Below we have listed a number of investing options that individuals can make. Typically, most people are aware of putting their money in bank CDs and Savings Bonds. Additionally, many have purchased outright stocks, mutual funds, and sometimes commodities. As one's wealth increases, investors have branched out of these and invested in currencies, private equity companies, hedge funds, real estate, and various sports related items.
  • CDs & Bonds (Savings Bonds, US Govt Debt, Municipal, Corporates)
  • Asset Backed Bonds (Mortgages, Credit Cards)
  • Stocks
  • Commodities (Gold, Silver, Oil, etc)
  • Currencies
  • Mutual Funds
  • Hedge Funds
  • Private Equity (Small companies)
  • Collectibles (Fads, Antiques, Art)
  • Real Estate (Outright land, REITs)
  • Sports (Teams, Horses, Race cars)
Most common individuals that invest in stocks do so with the idea that they will always make money. However, that is not the case anymore. The graph below shows the Dow Jones Average from 1975 to 2008. As we can see, those who invested early were almost assured a profit. But from 1996 to 2008, there was a bumpy ride. Lots of money was lost around 2001 to 2003 and then again in 2008.

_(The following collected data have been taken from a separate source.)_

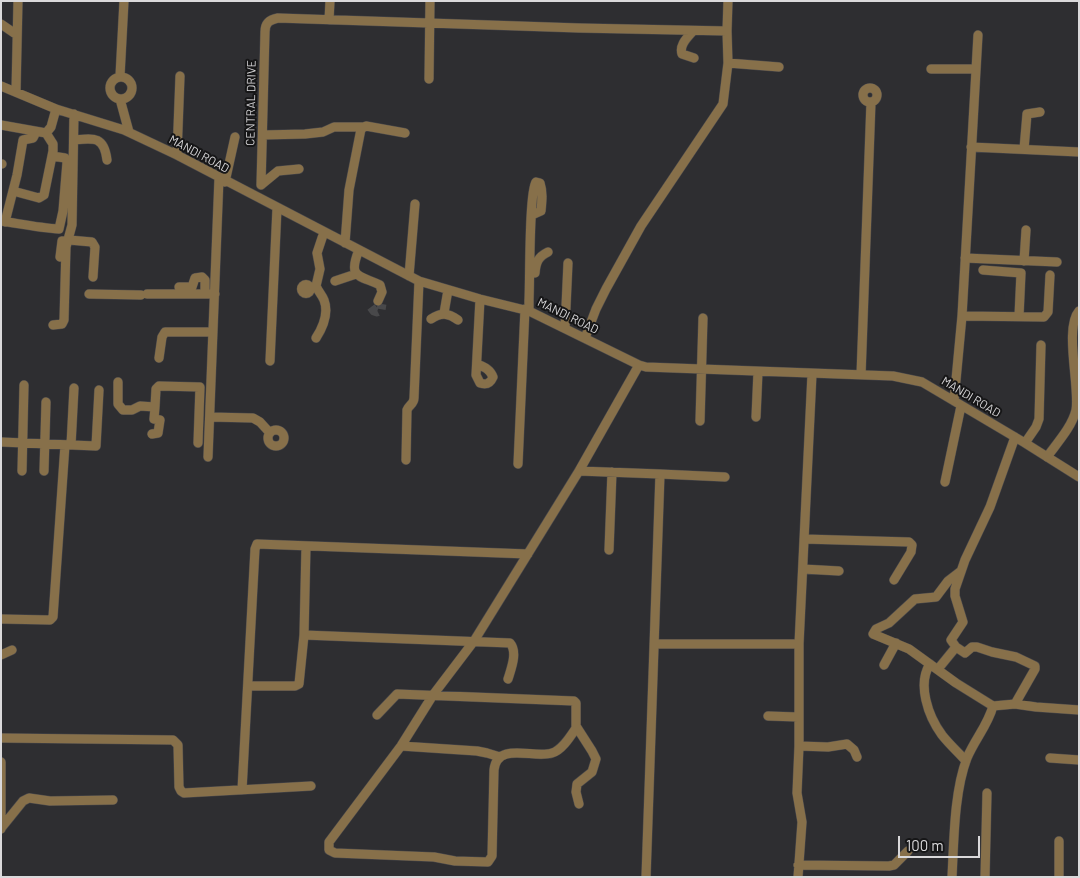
<!DOCTYPE html>
<html>
<head>
<meta charset="utf-8">
<style>
  body { margin:0 }
  #map { position:relative; width:1080px; height:878px; overflow:hidden; background:#2e2e31; font-family:Barlow,sans-serif }
  canvas { display:block }
  .frame { position:absolute; inset:0; border:2px solid #dad9db; pointer-events:none }
  .scale { position:absolute; left:898px; top:836px; width:82px; height:22px; box-sizing:border-box; border:2px solid #dad9db; border-top:0; padding-left:6px; font-size:15px; line-height:18px; white-space:nowrap; color:#dad9db; -webkit-text-stroke:4px #161617; paint-order:stroke }
</style>
</head>
<body>
<div id="map">
<canvas width="1080" height="878"></canvas>
<div class="frame"></div>
<div class="scale">100 m</div>
</div>
<script>
const ctx = document.querySelector('canvas').getContext('2d');
ctx.lineJoin = 'round';
function stroke(path, color, width, dash) {
  ctx.strokeStyle = color;
  ctx.lineWidth = width;
  ctx.lineCap = dash ? 'butt' : 'round';
  ctx.setLineDash(dash || []);
  ctx.stroke(path);
}
function write(font, color, halo, rows, align = 'center') {
  ctx.font = font + ' Barlow,sans-serif';
  ctx.lineWidth = 4;
  ctx.setLineDash([]);
  ctx.textBaseline = 'middle';
  ctx.strokeStyle = halo;
  ctx.fillStyle = color;
  for (const [text, x, y, turn = 0] of rows) {
    ctx.save();
    ctx.translate(x, y);
    ctx.rotate((+turn || 0) * Math.PI / 180);
    ctx.textAlign = isNaN(turn) ? turn : align;
    if (halo) ctx.strokeText(text, 0, 0);
    ctx.fillText(text, 0, 0);
    ctx.restore();
  }
}
const minorTunnel = new Path2D(`
  M371,307L374,311L377,312L381,310L382,304`);
const minor = new Path2D(`
  M329,20L330,1
  M1,24L17,35
  M693,31C687,38 679,45 682,54L694,58
  M728,63L779,67
  M931,69H976
  M120,76L124,1
  M110 88a11 11 0 1 1 22 0a11 11 0 1 1-22 0Z
  M429,79L430,1
  M1,86L56,109L124,130L177,155L419,281L480,299L529,311L639,365L646,367L893,376L922,382L1025,443L1079,477
  M863 95a7 7 0 1 1 14 0a7 7 0 1 1-14 0Z
  M16,91L18,1
  M120,99L129,132
  M1,125L46,133L51,127L56,109
  M263,135L305,134L323,132L334,127H363
  M74,140C94,138 104,136 107,160
  M971,147L1079,152
  M1024,149L1027,114L1040,112
  M177,155L180,76
  M1,164H2
  M225,182L235,137
  M261,185L265,32C265,23 269,20 278,18L579,28L727,31
  M261,185L278,171L299,169
  M13,191L39,198L44,195L53,151V144L46,133
  M1,221C21,224 40,228 59,229L63,211L67,162L65,158L52,156
  M5,222L17,175L23,140L33,138L36,132
  M345,243L349,190L361,129L366,126L405,133
  M359,250C347,279 360,275 380,285L382,292L378,301
  M60,257L62,241L69,240L92,242L95,247L93,277
  M965,258L1057,262
  M1024,261L1026,230
  M983,270L1021,273L1019,316
  M535,273C536,262 538,257 548,252
  M409,276L415,204
  M335,281L356,274
  M301.5 289a4.5 4.5 0 1 1 9 0a4.5 4.5 0 1 1-9 0Z
  M179,287H192L195,278L202,277L205,280V294
  M89,294L141,295
  M147,294H215
  M529,311V300C530,282 529,191 536,182L540,183C543,192 542,201 541,211L532,215
  M444,313L448,290
  M962,316L1044,317L1048,312L1050,275
  M431,319C441,312 448,313 458,320
  M53,325L62,324L64,320L66,247L72,225L74,114
  M565,328L568,263
  M316,338C323,327 329,313 324,300C322,295 318,291 316,286L320,269L317,253L324,232
  M585,338L596,309L606,289L641,226L723,104L728,63L727,31L728,1
  M159,358L162,337L165,332H213
  M270,361L277,208
  M477,364C484,367 490,369 493,377C490,384 486,385 480,383L476,375L480,299
  M861,375L871,102
  M118,382V404L123,410H132L140,406L155,407L156,389L159,386L200,387L198,443
  M954,401L962,316L978,35
  M210,417L253,418L260,422L270,433
  M756,417L758,372
  M700,421L703,318
  M268 438a8 8 0 1 1 16 0a8 8 0 1 1-16 0Z
  M152,434L158,433L160,420L154,419L155,407
  M1,442L96,446L99,390
  M1025,443L1036,427L1039,419L1041,345
  M71,445L74,388
  M208,457L219,178
  M1047,457C1057,443 1072,427 1076,410C1080,387 1064,328 1079,311
  M406,460L407,410C409,405 414,404 414,398L419,281
  M518,464L525,309
  M22,471L24,385
  M44,471L46,402
  M579,471L660,474L646,877
  M660,474L725,477
  M945,482L961,406
  M804,539L909,542L912,545L911,552L894,580
  M609,550L612,472
  M803,569L839,571
  M961,571L948,581L936,597L915,599L889,623L876,629L873,634L909,649L956,683L993,706L1015,704L1036,707L1079,710
  M1,619L50,620L53,617L65,445
  M304,635L510,643C518,652 511,669 508,679
  M654,644H799
  M956,647L965,653L972,647H977L992,652L1016,657L1035,666V669L1015,704
  M1,655L12,650
  M930,664C917,684 928,716 942,735C949,744 958,752 966,761
  M884,665L896,643
  M938,669L956,647L951,640L963,622L955,596V589L965,560L990,507L1015,437
  M248,686H295L299,684L304,635L306,546
  M377,715L397,694L574,701L576,703V726L592,751L596,759L592,772L577,784L576,792L579,804
  M768,716L798,717
  M576,728C570,737 562,750 552,753C534,759 497,741 494,770L492,856L488,862L455,861L434,857L335,853L329,850V842L401,746L433,695L474,641L579,471L639,365
  M1,738L173,740L178,745L179,787L181,791L184,793L311,786
  M401,746L477,751L487,753L500,757
  M799,746L828,747L847,744L854,750L857,757
  M1050,758L1079,760
  M1,762V829
  M242,790L255,549L257,544L528,554
  M2,827L23,801L29,798L50,801L113,800
  M798,865L889,866L894,865L908,851
  M798,877L802,822L797,793L799,746V644L812,374
  M952,877C954,840 954,792 967,758C975,739 988,725 993,706
  M985,877L987,793
  M1059,877V841`);
const streetNames = [
  ["CENTRAL DRIVE",251,103,-89],
  ["MANDI ROAD",199,154,28],
  ["MANDI ROAD",568,316,26],
  ["MANDI ROAD",971,397,31]
];
stroke(minorTunnel, '#48484a', 9, [9, 4.5]);
stroke(minor, '#4a494c', 10);
stroke(minor, '#87704a', 9);
write('12px', '#dad9db', '#161617', streetNames);
</script>
</body>
</html>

After a while, investors who have become comfortable with stocks begin to buy futures and options. These exotic vehicles allow the persons to leverage their investments by outlaying a small portion of their money and purchasing the underlying stock or bond only when a profitable return is met. The image below is a payout graph for a call option. In this example, the $40 call option would be purchased for $2 only. If the price of the stock rises above $42, then the investor would exercise his option to buy the stock at $40 and lock in a guaranteed profit. However, if the price never reached $42, then the investor would simply lose his $2 investment.
 


Gambling
For the gambling investor, there are numerous legalized vehicles that allow participation. Most notably are lotteries, organized parimutuel racing, casinos, and charitable games. Without ranking these in order of risk, gamblers have the opportunity to play:
  • Lottery (+ Keno)
  • Card Games (Poker, Blackjack, etc)
  • Craps (Dice)
  • Roulette
  • Slot Machines
  • Sports Games (Outcomes, Scores, etc)
  • Racing (Horses, Dogs, etc)
  • Games of Skill (Backgammon, Chess, etc)


Summary
The risks of gambling are quite different than investing. Most notably is that the event horizon is relatively short. For example: a lottery drawing may take several days before it occurs; a football or baseball game may take hours to play; a poker hand may take minutes; and a roulette spin may take seconds.

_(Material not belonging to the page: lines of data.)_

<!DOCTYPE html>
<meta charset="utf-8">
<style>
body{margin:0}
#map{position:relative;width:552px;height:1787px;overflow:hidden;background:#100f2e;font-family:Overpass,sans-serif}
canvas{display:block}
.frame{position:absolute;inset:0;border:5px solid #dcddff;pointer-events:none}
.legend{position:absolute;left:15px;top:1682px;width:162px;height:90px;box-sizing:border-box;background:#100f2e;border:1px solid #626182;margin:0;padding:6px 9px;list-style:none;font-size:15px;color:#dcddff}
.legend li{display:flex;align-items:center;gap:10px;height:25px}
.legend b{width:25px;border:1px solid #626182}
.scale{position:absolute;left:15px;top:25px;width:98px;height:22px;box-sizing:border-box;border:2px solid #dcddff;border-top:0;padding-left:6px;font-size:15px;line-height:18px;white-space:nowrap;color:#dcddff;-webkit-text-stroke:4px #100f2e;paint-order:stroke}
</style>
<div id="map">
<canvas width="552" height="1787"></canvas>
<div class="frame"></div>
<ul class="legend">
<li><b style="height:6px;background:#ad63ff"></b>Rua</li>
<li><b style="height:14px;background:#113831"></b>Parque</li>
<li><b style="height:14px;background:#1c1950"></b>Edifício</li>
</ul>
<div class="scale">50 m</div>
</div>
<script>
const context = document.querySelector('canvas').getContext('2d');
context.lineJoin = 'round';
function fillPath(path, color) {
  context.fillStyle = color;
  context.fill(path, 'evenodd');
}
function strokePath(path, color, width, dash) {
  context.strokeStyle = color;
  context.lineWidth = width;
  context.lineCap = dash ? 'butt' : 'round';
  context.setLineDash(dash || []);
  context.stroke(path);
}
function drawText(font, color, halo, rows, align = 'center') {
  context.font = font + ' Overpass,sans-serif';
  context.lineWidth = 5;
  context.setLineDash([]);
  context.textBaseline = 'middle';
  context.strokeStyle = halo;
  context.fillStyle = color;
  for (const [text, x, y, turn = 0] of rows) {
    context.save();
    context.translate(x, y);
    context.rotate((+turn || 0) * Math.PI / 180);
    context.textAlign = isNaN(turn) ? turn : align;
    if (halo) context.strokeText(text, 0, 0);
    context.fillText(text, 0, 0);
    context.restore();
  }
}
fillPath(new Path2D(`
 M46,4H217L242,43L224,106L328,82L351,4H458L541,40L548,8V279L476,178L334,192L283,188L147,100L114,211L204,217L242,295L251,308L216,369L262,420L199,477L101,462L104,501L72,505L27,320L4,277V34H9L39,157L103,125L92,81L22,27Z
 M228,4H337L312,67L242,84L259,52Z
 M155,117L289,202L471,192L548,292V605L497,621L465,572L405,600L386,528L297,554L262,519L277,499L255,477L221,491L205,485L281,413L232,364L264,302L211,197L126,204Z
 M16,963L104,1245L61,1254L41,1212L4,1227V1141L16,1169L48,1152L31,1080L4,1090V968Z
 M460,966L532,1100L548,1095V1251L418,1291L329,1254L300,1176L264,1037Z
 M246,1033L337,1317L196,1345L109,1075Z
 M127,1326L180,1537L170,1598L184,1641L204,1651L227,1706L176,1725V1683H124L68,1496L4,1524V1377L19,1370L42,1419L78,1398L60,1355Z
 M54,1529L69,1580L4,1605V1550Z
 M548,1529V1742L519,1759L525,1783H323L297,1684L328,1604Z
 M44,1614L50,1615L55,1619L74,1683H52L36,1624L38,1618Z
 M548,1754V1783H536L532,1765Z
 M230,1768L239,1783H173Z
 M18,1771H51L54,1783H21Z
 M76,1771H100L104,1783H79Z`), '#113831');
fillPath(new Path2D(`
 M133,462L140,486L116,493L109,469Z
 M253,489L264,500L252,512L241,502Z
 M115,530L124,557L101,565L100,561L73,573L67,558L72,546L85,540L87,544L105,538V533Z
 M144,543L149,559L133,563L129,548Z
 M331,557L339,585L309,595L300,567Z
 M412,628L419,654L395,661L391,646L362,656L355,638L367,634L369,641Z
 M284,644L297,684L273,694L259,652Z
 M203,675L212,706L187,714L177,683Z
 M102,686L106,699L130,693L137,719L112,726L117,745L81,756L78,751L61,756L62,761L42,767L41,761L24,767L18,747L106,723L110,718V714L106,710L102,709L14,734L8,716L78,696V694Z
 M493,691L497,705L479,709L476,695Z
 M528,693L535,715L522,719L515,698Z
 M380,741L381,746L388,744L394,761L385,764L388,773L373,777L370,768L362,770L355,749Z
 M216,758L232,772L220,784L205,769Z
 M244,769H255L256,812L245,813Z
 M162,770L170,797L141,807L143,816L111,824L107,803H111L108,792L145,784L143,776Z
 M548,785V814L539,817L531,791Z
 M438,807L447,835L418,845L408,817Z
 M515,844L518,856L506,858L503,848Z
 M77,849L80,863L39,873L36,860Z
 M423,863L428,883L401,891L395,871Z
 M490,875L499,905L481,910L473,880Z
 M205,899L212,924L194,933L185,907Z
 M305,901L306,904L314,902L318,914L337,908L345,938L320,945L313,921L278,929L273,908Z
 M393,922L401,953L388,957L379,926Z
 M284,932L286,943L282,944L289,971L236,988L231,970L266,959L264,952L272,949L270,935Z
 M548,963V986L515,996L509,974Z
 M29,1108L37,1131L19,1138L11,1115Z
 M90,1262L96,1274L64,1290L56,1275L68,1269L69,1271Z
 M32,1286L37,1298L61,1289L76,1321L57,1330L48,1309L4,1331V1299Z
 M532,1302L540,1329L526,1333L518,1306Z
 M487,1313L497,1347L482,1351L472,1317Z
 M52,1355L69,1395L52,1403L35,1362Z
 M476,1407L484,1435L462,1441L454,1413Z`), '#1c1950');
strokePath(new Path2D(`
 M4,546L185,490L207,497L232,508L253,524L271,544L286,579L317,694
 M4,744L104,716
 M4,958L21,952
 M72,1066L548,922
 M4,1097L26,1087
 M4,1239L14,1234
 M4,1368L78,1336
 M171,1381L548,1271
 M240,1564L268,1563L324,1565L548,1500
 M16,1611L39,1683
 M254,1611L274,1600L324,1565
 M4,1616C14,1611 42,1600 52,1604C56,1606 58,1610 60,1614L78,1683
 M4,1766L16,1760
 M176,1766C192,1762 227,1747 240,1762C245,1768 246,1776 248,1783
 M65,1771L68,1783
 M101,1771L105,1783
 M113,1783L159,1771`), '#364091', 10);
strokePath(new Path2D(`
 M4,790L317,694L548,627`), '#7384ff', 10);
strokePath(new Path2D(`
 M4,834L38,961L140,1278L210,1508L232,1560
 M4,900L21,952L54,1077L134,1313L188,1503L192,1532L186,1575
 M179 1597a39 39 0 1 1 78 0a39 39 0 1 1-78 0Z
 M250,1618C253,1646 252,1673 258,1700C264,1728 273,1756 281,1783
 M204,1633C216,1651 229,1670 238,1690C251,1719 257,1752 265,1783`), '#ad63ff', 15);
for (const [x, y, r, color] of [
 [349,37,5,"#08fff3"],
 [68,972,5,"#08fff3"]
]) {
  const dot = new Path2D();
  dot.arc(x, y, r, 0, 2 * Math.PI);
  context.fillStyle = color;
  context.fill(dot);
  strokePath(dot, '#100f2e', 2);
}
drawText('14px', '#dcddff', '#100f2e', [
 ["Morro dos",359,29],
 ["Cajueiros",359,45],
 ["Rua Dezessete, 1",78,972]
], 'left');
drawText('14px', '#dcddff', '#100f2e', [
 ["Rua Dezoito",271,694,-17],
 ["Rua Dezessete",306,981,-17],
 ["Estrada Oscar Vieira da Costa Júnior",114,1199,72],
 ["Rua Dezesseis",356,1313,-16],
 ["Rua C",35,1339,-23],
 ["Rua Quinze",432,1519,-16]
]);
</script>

A secondary difference is that the gambler usually has direct involvement in the game, whether he is a participant or a spectator. Third, gambling payouts are usually all or nothing, win or lose. For example, only one person wins a poker hand or racing event. Investors, on the contrary, do not typically lose their entire investment.

One may argue that the gambler has an advantage over the investor because there may be an individual skill involved. While that is true, a successful investor is also skilled in understanding their own underlying products. Thus, they too have control over their destiny.

Lastly, many may say that gambling only involves luck. That can also be said about investing. Luck has a lot to do with timing and market sentiment as well.